EXERCISE PROMPT – The word to find is "list". State how many lines below contain it, giving only the number.

PROVIDED DATA –

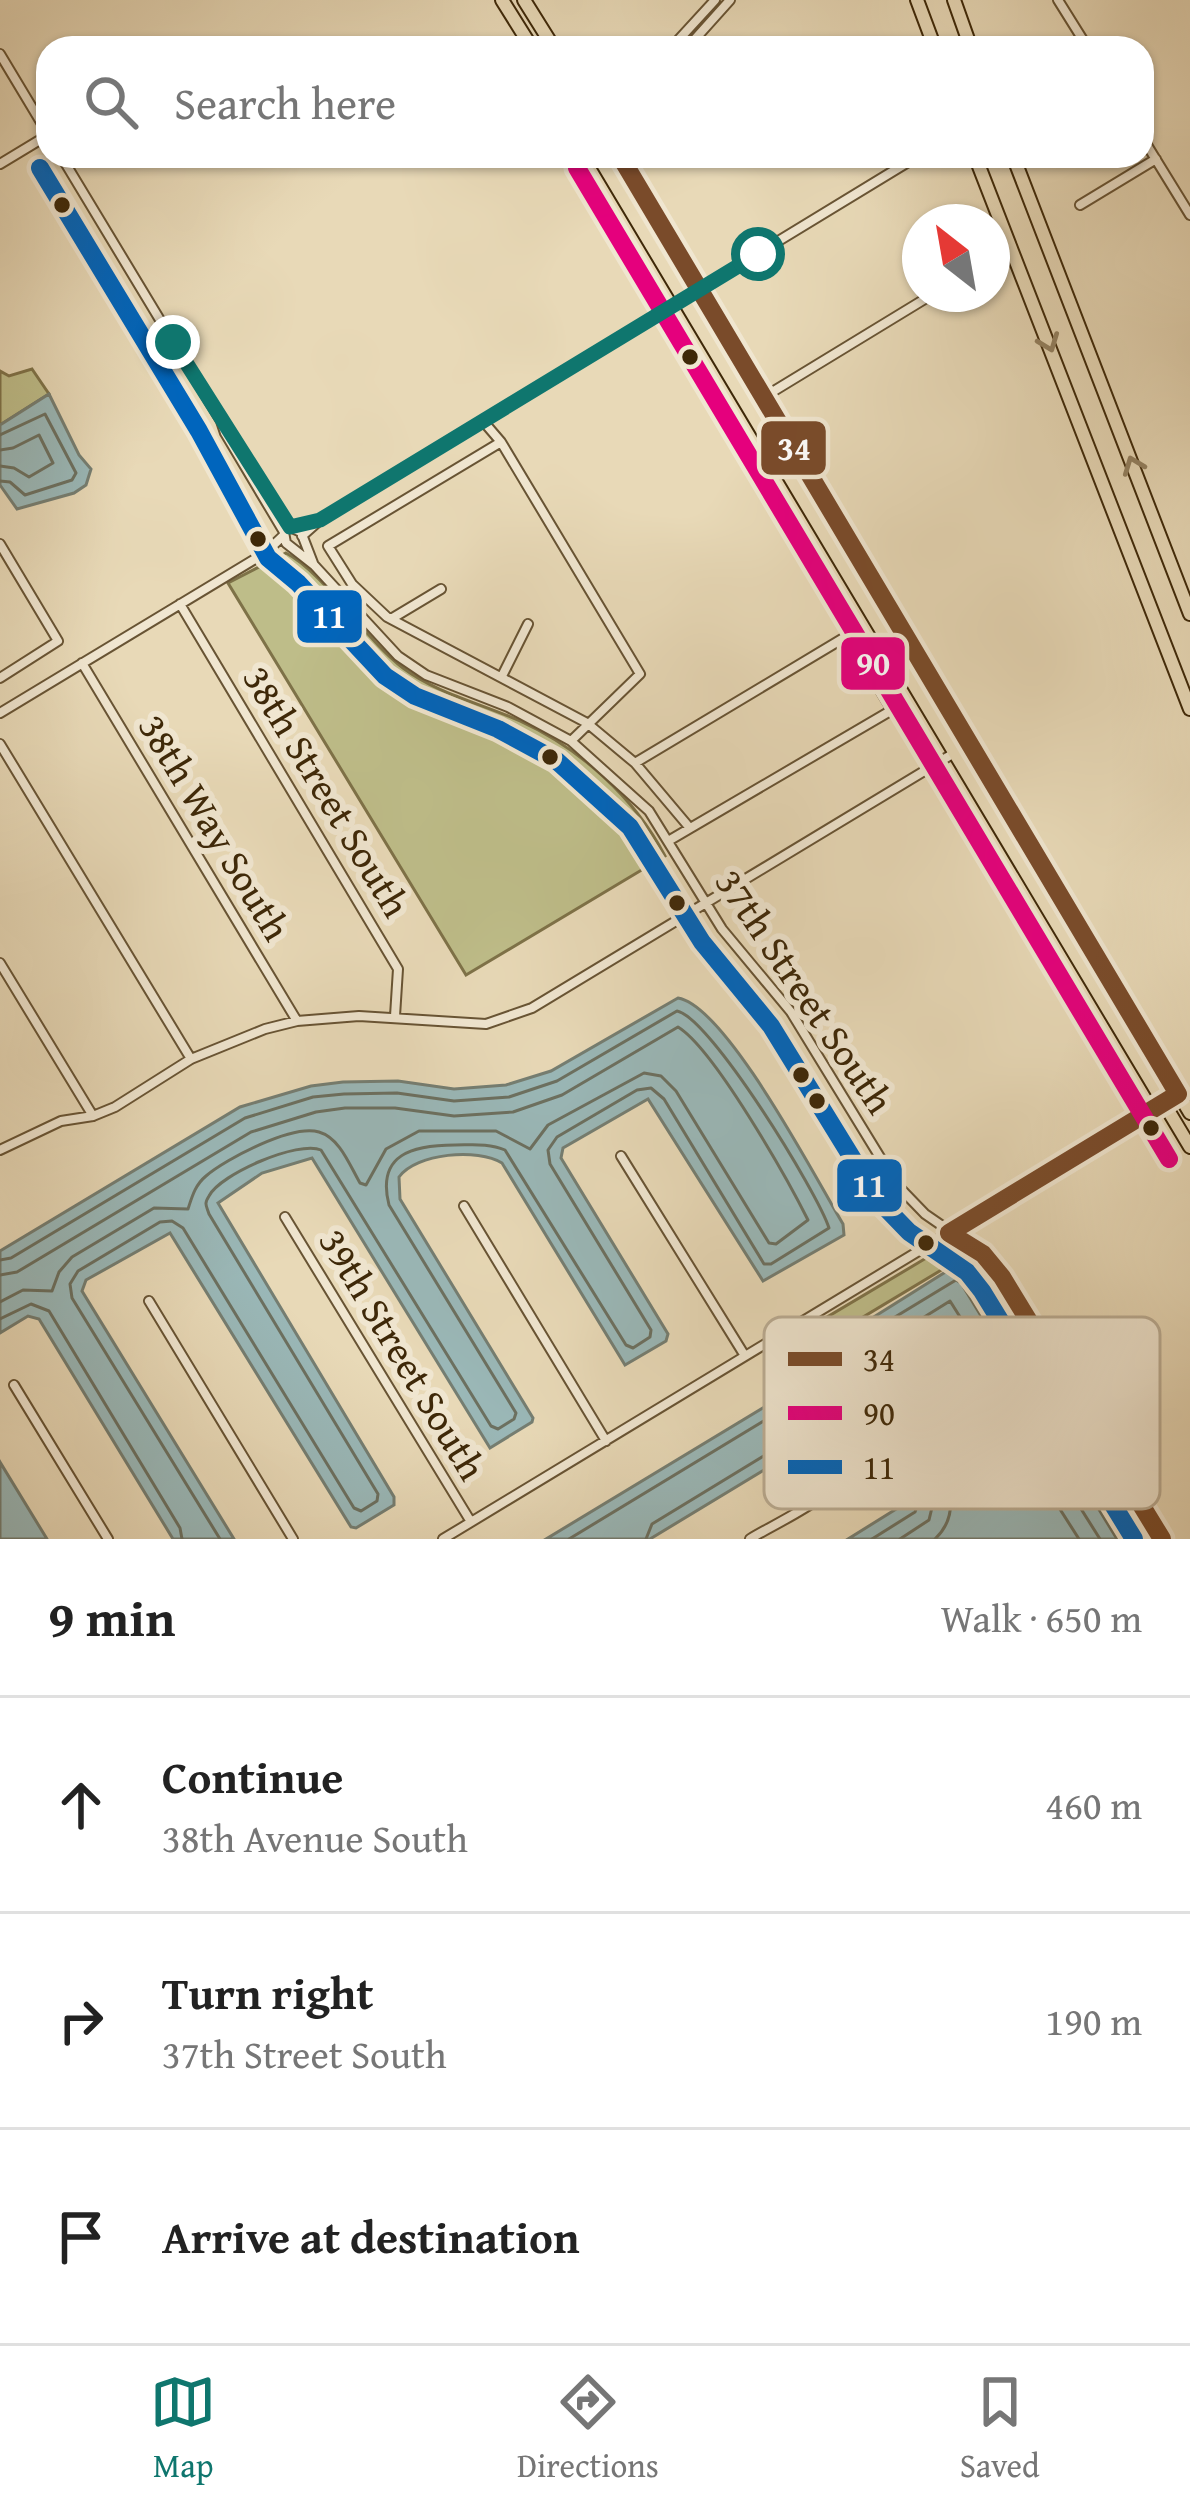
<!DOCTYPE html>
<meta charset="utf-8">
<style>
:root{--surface:#fff;--page:#f6f6f6;--text:#222;--muted:#767676;--line:#e0e0e0;--accent:#0f766e}
body{margin:0;font-family:"Gentium Book Plus",serif;background:var(--page);color:var(--text)}
.compass{position:absolute;left:902px;top:204px;width:108px;height:108px;border-radius:50%;background:var(--surface);box-shadow:0 3px 9px #0004;rotate:329deg}
.stop{position:absolute;width:36px;height:36px;margin:-27px;border:9px solid #0f766e;border-radius:50%;background:#fff}
.stop.end{background:#0f766e;border-color:#fff;box-shadow:0 3px 12px #0008}
.list{margin:0;padding:0;list-style:none}
h2{display:flex;justify-content:space-between;align-items:center;height:156px;margin:0;padding:0 48px;font-size:51px}
h2 small{font-size:39px;font-weight:400;color:var(--muted)}
.list li{display:grid;grid-template-columns:78px 1fr auto;gap:36px;align-items:center;box-sizing:border-box;height:216px;padding:0 48px;border-top:3px solid var(--line)}
.list b{display:block;font-size:45px;white-space:nowrap}
.list p{margin:0;font-size:39px;white-space:nowrap;color:var(--muted)}
.list em{font-size:39px;font-style:normal;color:var(--muted)}
.icon{flex:none;width:66px;height:66px;fill:none;stroke:currentColor;stroke-width:2;stroke-linecap:round;stroke-linejoin:round}
.map{position:relative;flex:none;width:1190px;height:1539px;overflow:hidden}
.search{position:absolute;background:var(--surface);box-shadow:0 3px 9px #0004;left:36px;right:36px;top:36px;height:132px;display:flex;align-items:center;gap:30px;box-sizing:border-box;padding:0 42px;border-radius:36px;color:var(--muted);font-size:45px}
.sheet{height:804px;background:var(--surface)}
nav{display:flex;justify-content:space-around;align-items:center;box-sizing:border-box;height:168px;border-top:3px solid var(--line);background:var(--surface);font-size:33px;color:var(--muted)}
nav a{display:grid;justify-items:center;gap:6px}
nav .on{color:var(--accent)}
.map>svg:first-child{display:block}
.green{fill:#bebd89;stroke:#7e7248;stroke-width:3}
.water{fill:#9ab8b8;stroke:#757e72;stroke-width:3}
.lines{fill:none;stroke-linecap:round;stroke-linejoin:round}
.shore{stroke:#6c7060;stroke-width:3}
.minor-casing{stroke:#685434;stroke-width:12}
.highway-casing{stroke:#3e2808;stroke-width:16}
.minor{stroke:#f0e6d0;stroke-width:8}
.highway{stroke:#e8d9b7;stroke-width:12}
.bus-1-casing{stroke:#f0e6d0;stroke-width:27}
.bus-2-casing{stroke:#f0e6d0;stroke-width:27}
.bus-3-casing{stroke:#f0e6d0;stroke-width:27}
.bus-1{stroke:#7a4b2a;stroke-width:18}
.bus-2{stroke:#e5007d;stroke-width:18}
.bus-3{stroke:#0065bd;stroke-width:18}
.oneway{stroke:#938060}
.route{stroke:#0f766e;stroke-width:15}
.bus-dot{fill:#3e2808;stroke:#f0e6d0;stroke-width:4.5}
.labels{text-anchor:middle;stroke-width:12;stroke-linejoin:round;paint-order:stroke}
.street-label{font-size:39px;fill:#3e2808;stroke:#f0e6d0}
.key{fill:#f0e6d0;stroke:#bbad94;stroke-width:3}
.key-label{font-size:33px;fill:#3e2808}
.line-badge{stroke:#f0e6d0;stroke-width:4.5}
.badge-label{font-size:33px;text-anchor:middle;font-weight:bold;fill:#fff}
</style>
<div class="map">
<svg width="1190" height="1539" viewBox="0 0 1190 1539">
<rect width="100%" height="100%" fill="#e8d9b7"/>
<filter id="stains"><feTurbulence type="fractalNoise" baseFrequency=".00167" numOctaves="4"/><feColorMatrix values="0 0 0 0 .2 0 0 0 0 .09 0 0 0 0 .02 0 0 0 .5 -.17"/></filter>
<radialGradient id="worn" r=".72"><stop offset=".6" stop-color="#630" stop-opacity="0"/><stop offset="1" stop-color="#630" stop-opacity=".3"/></radialGradient>
<!-- green -->
<path class="green" d="M32 369 49 394 0 425V371L9 376Z
M286 553C323 572 365 639 403 668 438 694 480 703 520 721 581 749 634 797 665 856L466 975 228 583Z
M945 1241 964 1261 953 1263 820 1343 814 1351 819 1363 797 1335 938 1251Z
M970 1268 978 1269 1143 1539H1136Z"/>
<!-- water -->
<path class="water" d="M49 394 79 455 91 469 86 485 74 493 17 509 0 485V425Z
M678 998C726 1006 815 1177 843 1224L844 1235 763 1281 648 1099 563 1148 561 1158 668 1334 666 1341 625 1365 502 1163C478 1148 416 1153 399 1177L400 1199 533 1418 532 1422 490 1448 312 1158 262 1173 218 1203 394 1497V1505L356 1528 351 1527 170 1233 86 1280 82 1291 234 1539H173L39 1319 28 1316 0 1333V1251L240 1107 311 1086 343 1082 398 1081 454 1089 506 1085 551 1071Z
M964 1265 1132 1539H848L909 1501 818 1352 955 1266Z
M799 1386 827 1432 650 1539H546Z
M0 1462 47 1539H0Z"/>
<g class="lines">
<!-- shore -->
<path class="shore" d="M0 435 45 414 76 473 72 480 25 495 10 482 0 481
M0 450 13 448 39 435 53 463 29 477 14 468 0 466
M0 1260 11 1258 245 1118 313 1097 344 1094 397 1093 454 1101 509 1097 557 1081 677 1011C710 1017 818 1193 829 1228L771 1264H764L664 1099 651 1088 637 1090 557 1137 548 1150 550 1164 651 1330 650 1337 633 1348 626 1345 505 1150C489 1143 472 1145 455 1145 413 1145 376 1154 389 1205L516 1413 514 1419 498 1429 491 1426 321 1150C299 1140 220 1174 209 1196 204 1204 206 1205 209 1214L378 1494 377 1501 361 1511 354 1508 183 1228 172 1221 160 1222 78 1271 70 1284 72 1298 220 1539
M0 1275 17 1272 251 1132 316 1112 345 1108H395L454 1116 513 1112 562 1095 678 1027C714 1049 787 1178 808 1220L776 1244 769 1243 676 1091 661 1076 644 1073 548 1125 530 1149 496 1131H419L386 1149 366 1185 360 1183C350 1166 340 1138 319 1132 292 1124 226 1159 206 1176 195 1185 192 1197 188 1209L154 1208 72 1257 59 1272 52 1291 23 1290 0 1302
M0 1319 31 1304 49 1311 180 1528 182 1539
M569 1539 790 1405 797 1406 808 1424 806 1430 652 1524 646 1539
M872 1539 915 1512 920 1498 834 1354 956 1280 961 1283 1117 1539
M900 1539 929 1520 935 1495 855 1360 950 1301 1100 1539
M935 1539C985 1492 902 1414 880 1367L943 1326 1079 1539"/>
<defs>
<path id="minor" d="M1058 0 1088 48
M671 48 715 0
M687 48 730 0
M0 54 48 134
M1142 137 1190 215
M61 156 221 421 225 433 284 532 286 543 314 565 398 656 426 675 508 707 571 741 649 811 722 929 791 1012 897 1185 925 1214 983 1254 1002 1277 1162 1539
M0 164 48 135
M1080 205 1156 159
M764 397 933 294
M483 421 501 442 640 674 571 741
M224 423 290 527 301 532 313 563
M501 442 328 546 352 584 387 617 587 723 635 763 689 827
M302 536 320 520 918 156
M0 544 58 641 0 678
M180 604 398 969 395 1016
M391 619 441 589
M82 663 297 1021
M502 676 528 624
M0 713 265 553 283 536
M0 744 191 1059
M635 763 847 636 892 710 670 840
M0 963 93 1116
M0 1150 61 1121 93 1116 115 1107 191 1059 265 1029 297 1021 359 1016 486 1024 532 1008 969 744
M621 1156 745 1356
M464 1206 606 1441
M285 1217 471 1522
M149 1301 293 1539
M14 1385 108 1539
M443 1539 1178 1094
M750 1539C777 1522 848 1492 852 1459L778 1337"/>
<path id="highway" d="M502 0 532 48
M524 0 554 48
M917 0 935 48
M954 0 971 48
M598 156 1190 1147
M609 156 629 187
M620 156 1190 1113
M975 156 1190 709
M1013 156 1190 614"/>
</defs>
<!-- minor casing -->
<use href="#minor" class="minor-casing"/>
<!-- highway casing -->
<use href="#highway" class="highway-casing"/>
<!-- minor -->
<use href="#minor" class="minor"/>
<!-- highway -->
<use href="#highway" class="highway"/>
<defs>
<path id="bus-1" d="M620 156 1178 1094 949 1233
M949 1233 983 1254 1002 1277 1162 1539"/>
<path id="bus-2" d="M577 168 1169 1159"/>
<path id="bus-3" d="M40 168 199 431 268 558 298 583 385 676 415 696 498 729 557 761 630 827 702 942 771 1026 878 1200 909 1232 967 1272 982 1291 1134 1539"/>
</defs>
<!-- bus-1 casing -->
<use href="#bus-1" class="bus-1-casing"/>
<!-- bus-2 casing -->
<use href="#bus-2" class="bus-2-casing"/>
<!-- bus-3 casing -->
<use href="#bus-3" class="bus-3-casing"/>
<!-- bus-1 -->
<use href="#bus-1" class="bus-1"/>
<!-- bus-2 -->
<use href="#bus-2" class="bus-2"/>
<!-- bus-3 -->
<use href="#bus-3" class="bus-3"/>
</g>
<!-- one-way arrows -->
<defs><path id="oneway-chevron" d="M-2-3.5L2.5 0L-2 3.5" fill="none" stroke-width="1.6" stroke-linecap="round" stroke-linejoin="round" transform="scale(3)"/></defs>
<g class="oneway">
<use href="#oneway-chevron" transform="translate(1049 343) rotate(69)"/>
<use href="#oneway-chevron" transform="translate(1133 465) rotate(-111)"/>
</g>
<g class="lines">
<!-- route -->
<path class="route" d="M173 342 290 527 320 520 758 254"/>
</g>
<!-- markers -->
<g class="bus-dot">
<circle cx="62" cy="205" r="10"/>
<circle cx="690" cy="357" r="10"/>
<circle cx="258" cy="539" r="10"/>
<circle cx="550" cy="757" r="10"/>
<circle cx="677" cy="903" r="10"/>
<circle cx="801" cy="1075" r="10"/>
<circle cx="817" cy="1101" r="10"/>
<circle cx="1151" cy="1128" r="10"/>
<circle cx="926" cy="1243" r="10"/>
</g>
<g class="labels">
<!-- street labels -->
<g class="street-label">
<text transform="translate(327 791) rotate(59)" y="14">38th Street South</text>
<text transform="translate(215 827) rotate(59)" y="14">38th Way South</text>
<text transform="translate(805 991) rotate(56)" y="14">37th Street South</text>
<text transform="translate(403 1354) rotate(59)" y="14">39th Street South</text>
</g>
</g>
<!-- legend -->
<rect x="764" y="1317" width="396" height="192" rx="18" class="key"/>
<rect x="788" y="1352" width="54" height="14" fill="#7a4b2a"/>
<rect x="788" y="1406" width="54" height="14" fill="#e5007d"/>
<rect x="788" y="1460" width="54" height="14" fill="#0065bd"/>
<g class="key-label">
<text x="863" y="1371">34</text>
<text x="863" y="1425">90</text>
<text x="863" y="1479">11</text>
</g>
<g class="line-badge">
<rect x="759" y="419" width="69" height="58" rx="12" fill="#7a4b2a"/>
<rect x="295" y="588" width="69" height="57" rx="12" fill="#0065bd"/>
<rect x="839" y="635" width="68" height="57" rx="12" fill="#e5007d"/>
<rect x="835" y="1157" width="69" height="57" rx="12" fill="#0065bd"/>
</g>
<g class="badge-label">
<text x="794" y="460">34</text>
<text x="329" y="628">11</text>
<text x="873" y="675">90</text>
<text x="869" y="1197">11</text>
</g>
<rect width="100%" height="100%" filter="url(#stains)"/>
<rect width="100%" height="100%" fill="url(#worn)"/>
</svg>
<svg class="compass" viewBox="-18 -18 36 36"><path d="M0-13l5 13h-10z" fill="#e53935"/><path d="M0 13l5-13h-10z" fill="#767676"/></svg>
<div class="stop" style="left:758px;top:254px"></div>
<div class="stop end" style="left:173px;top:342px"></div>
<div class="search"><svg class="icon" aria-label="search" viewBox="0 0 24 24"><circle cx="10" cy="10" r="6"/><path d="M15 15l6 6"/></svg>Search here</div>
</div>
<section class="sheet">
<h2>9 min<small>Walk · 650 m</small></h2>
<ul class="list">
<li><svg class="icon" aria-label="ahead" viewBox="0 0 24 24"><path d="M12 20V5M6 11l6-6 6 6"/></svg><div><b>Continue</b><p>38th Avenue South</p></div><em>460 m</em></li>
<li><svg class="icon" aria-label="right" viewBox="0 0 24 24"><path d="M7 20v-9h11M14 6l5 5-5 5"/></svg><div><b>Turn right</b><p>37th Street South</p></div><em>190 m</em></li>
<li><svg class="icon" aria-label="arrive" viewBox="0 0 24 24"><path d="M6 21V4h12l-3 4 3 4H6"/></svg><div><b>Arrive at destination</b></div></li>
</ul>
</section>
<nav>
<a class="on"><svg class="icon" aria-label="map" viewBox="0 0 24 24"><path d="M3 6l6-2 6 2 6-2v14l-6 2-6-2-6 2zM9 4v14M15 6v14"/></svg>Map</a>
<a><svg class="icon" aria-label="directions" viewBox="0 0 24 24"><path d="M12 3l9 9-9 9-9-9zM9 14v-3h6M13 9l2 2-2 2"/></svg>Directions</a>
<a><svg class="icon" aria-label="saved" viewBox="0 0 24 24"><path d="M7 4h10v16l-5-4-5 4z"/></svg>Saved</a>
</nav>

SOLUTION FOR THIS PROBLEM – 6